The Lord make His face shine on you,I've heard this blessing more times than I can remember, but for some reason this stuck out at me today. Suddenly, this doesn't make nearly as much sense as it often does.
And be gracious to you;
The one instance we have of God's face that I can recall is that it comes with a death sentence. If you see God's face, you are a dead man, for none imperfect can look upon Him. So how can His face shining on you match His being gracious to you? Death isn't generally considered gracious.
Maybe it's something about it being so close to Christmas, and how it signifies Christ coming to Earth. If that were the context, this would make a lot more sense, especially given all the Romantic-era paintings out there that show Jesus' face as somewhat luminous. But that isn't the context. Instead, the context is the Father, not too long after Mt.
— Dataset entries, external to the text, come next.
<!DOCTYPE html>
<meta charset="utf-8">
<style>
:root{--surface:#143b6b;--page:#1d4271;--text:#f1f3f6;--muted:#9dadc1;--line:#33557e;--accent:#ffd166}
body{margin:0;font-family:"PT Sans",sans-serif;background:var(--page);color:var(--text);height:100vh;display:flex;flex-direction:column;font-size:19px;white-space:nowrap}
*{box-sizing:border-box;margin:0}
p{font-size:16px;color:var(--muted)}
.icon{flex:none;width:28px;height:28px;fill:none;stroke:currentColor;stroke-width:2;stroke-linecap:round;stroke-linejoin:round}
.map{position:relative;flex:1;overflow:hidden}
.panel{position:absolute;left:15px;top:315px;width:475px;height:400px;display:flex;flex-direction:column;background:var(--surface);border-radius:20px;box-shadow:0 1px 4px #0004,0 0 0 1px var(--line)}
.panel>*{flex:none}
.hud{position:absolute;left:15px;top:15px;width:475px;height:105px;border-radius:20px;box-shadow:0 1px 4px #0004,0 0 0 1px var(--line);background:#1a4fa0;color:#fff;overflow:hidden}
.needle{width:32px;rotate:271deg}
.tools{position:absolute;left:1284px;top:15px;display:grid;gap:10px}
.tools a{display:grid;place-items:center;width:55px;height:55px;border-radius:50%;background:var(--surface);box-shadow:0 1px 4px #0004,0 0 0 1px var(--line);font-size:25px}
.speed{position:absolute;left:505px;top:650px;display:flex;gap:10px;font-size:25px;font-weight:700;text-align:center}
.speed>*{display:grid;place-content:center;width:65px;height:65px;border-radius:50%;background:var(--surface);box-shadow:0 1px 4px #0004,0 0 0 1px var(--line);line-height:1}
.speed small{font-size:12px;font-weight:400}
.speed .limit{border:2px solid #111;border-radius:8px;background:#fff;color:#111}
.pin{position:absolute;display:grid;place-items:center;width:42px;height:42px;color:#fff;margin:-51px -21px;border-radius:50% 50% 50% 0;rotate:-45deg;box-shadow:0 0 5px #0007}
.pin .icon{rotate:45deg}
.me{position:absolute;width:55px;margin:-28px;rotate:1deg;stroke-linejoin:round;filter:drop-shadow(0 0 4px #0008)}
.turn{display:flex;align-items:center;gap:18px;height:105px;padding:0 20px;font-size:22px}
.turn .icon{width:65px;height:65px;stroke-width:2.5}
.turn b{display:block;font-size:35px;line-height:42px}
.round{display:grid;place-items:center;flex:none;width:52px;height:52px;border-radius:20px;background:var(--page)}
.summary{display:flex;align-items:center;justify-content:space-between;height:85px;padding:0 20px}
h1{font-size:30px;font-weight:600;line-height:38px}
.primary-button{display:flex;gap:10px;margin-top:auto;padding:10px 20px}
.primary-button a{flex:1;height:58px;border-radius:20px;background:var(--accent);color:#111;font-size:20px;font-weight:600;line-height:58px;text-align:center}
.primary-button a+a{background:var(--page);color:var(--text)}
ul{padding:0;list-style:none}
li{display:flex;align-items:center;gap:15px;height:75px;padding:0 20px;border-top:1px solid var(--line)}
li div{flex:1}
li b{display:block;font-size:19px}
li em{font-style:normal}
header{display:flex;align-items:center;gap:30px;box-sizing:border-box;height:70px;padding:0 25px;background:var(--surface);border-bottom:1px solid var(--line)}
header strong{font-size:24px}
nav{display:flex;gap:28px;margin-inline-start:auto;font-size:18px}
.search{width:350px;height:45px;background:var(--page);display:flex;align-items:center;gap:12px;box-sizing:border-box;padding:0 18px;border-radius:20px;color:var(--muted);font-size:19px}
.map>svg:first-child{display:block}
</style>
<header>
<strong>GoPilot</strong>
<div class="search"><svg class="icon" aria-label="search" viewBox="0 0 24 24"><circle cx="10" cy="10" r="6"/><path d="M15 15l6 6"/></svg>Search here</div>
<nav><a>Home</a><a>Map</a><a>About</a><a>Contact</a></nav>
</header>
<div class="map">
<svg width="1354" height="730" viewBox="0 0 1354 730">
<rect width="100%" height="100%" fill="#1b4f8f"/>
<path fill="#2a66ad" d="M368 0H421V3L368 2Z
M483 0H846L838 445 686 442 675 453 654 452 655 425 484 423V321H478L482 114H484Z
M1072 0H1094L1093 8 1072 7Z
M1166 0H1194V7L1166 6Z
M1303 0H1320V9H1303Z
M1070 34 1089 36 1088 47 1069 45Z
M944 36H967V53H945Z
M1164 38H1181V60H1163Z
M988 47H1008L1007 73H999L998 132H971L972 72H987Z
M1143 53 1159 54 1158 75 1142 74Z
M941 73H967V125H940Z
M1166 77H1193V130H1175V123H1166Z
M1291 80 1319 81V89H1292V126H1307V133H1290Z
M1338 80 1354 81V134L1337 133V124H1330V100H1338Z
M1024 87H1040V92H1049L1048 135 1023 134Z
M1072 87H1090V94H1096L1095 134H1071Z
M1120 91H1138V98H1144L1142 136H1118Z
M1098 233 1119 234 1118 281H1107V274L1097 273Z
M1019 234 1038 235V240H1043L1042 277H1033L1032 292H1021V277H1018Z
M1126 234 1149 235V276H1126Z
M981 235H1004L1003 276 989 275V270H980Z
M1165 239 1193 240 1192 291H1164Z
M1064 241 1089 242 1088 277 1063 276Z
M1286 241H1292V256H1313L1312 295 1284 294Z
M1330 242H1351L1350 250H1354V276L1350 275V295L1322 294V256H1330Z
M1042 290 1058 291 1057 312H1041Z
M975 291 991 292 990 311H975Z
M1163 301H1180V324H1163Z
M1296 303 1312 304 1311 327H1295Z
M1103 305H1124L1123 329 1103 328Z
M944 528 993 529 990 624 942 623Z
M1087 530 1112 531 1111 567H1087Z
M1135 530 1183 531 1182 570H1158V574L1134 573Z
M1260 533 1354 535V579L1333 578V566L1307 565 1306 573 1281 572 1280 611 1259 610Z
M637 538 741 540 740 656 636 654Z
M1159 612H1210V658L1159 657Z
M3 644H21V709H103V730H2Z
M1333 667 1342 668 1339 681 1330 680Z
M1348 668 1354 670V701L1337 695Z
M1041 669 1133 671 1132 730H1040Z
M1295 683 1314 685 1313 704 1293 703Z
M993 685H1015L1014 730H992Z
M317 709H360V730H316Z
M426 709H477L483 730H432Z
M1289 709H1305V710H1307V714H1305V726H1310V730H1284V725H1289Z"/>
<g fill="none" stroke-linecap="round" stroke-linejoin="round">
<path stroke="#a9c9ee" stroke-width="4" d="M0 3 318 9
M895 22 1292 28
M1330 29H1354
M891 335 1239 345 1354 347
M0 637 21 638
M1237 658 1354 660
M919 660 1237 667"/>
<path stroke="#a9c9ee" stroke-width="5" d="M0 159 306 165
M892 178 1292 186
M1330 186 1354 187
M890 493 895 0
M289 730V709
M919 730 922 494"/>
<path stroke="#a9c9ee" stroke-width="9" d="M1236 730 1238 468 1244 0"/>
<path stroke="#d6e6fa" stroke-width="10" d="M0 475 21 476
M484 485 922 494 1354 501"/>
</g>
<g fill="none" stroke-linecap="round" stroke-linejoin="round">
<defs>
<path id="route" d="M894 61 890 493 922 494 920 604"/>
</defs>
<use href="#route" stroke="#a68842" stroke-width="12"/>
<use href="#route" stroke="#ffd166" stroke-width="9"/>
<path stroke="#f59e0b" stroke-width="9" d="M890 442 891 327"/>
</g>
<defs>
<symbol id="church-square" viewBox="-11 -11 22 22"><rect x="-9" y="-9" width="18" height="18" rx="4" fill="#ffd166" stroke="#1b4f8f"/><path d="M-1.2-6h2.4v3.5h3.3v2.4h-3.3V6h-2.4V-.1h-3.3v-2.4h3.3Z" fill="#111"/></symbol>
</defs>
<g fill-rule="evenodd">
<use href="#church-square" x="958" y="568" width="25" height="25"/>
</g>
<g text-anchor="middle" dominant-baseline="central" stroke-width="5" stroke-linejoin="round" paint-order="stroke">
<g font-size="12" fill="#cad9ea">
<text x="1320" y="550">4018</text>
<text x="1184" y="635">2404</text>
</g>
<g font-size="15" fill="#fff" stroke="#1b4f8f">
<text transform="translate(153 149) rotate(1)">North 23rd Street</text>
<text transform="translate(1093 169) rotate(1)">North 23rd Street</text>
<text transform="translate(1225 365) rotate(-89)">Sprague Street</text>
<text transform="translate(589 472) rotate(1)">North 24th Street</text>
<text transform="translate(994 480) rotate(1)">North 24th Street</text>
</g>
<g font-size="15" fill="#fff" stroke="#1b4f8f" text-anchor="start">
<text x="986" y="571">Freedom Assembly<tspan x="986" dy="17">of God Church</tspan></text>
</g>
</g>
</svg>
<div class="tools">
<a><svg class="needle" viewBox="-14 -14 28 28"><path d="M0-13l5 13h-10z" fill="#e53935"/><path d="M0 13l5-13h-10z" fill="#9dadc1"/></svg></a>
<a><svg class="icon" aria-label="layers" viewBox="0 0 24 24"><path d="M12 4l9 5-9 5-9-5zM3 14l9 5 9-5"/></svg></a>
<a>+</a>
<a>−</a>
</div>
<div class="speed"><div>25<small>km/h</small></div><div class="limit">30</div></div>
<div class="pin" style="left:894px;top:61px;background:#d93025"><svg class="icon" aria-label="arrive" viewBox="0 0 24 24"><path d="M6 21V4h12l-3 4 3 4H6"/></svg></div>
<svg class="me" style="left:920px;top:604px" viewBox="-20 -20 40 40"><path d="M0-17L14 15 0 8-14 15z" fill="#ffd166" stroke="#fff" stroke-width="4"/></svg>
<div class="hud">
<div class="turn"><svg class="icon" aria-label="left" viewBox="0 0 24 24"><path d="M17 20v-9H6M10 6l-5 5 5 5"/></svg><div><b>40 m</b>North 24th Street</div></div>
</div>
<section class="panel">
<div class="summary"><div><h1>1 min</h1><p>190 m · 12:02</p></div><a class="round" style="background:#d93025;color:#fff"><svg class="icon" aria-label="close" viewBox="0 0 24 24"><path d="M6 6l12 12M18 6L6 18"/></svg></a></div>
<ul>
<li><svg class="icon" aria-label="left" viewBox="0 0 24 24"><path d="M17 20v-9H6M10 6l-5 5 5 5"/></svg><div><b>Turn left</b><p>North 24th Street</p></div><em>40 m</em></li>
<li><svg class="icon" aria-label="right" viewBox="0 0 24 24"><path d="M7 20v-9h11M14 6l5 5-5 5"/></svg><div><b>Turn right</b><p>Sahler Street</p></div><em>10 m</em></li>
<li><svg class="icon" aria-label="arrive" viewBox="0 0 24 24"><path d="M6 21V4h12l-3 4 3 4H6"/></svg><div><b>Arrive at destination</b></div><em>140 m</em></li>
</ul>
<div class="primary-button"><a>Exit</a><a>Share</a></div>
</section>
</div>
Sinai, where Moses specifically could not see God's face, yet the radiance of His back was enough to make Moses' face glow. That would be what I think of as gracious. God could have given Moses his wish, even at the price of his life, but didn't.
So how do I interpret this? Is it that God's face doesn't appear, but we get some kind of indirect exposure to it that benefits us? Is it linked to the next verse, which refers to His countenance, which when I looked up the definition can also mean approval? Or is it that when you die and see God's face, that He deals with you graciously?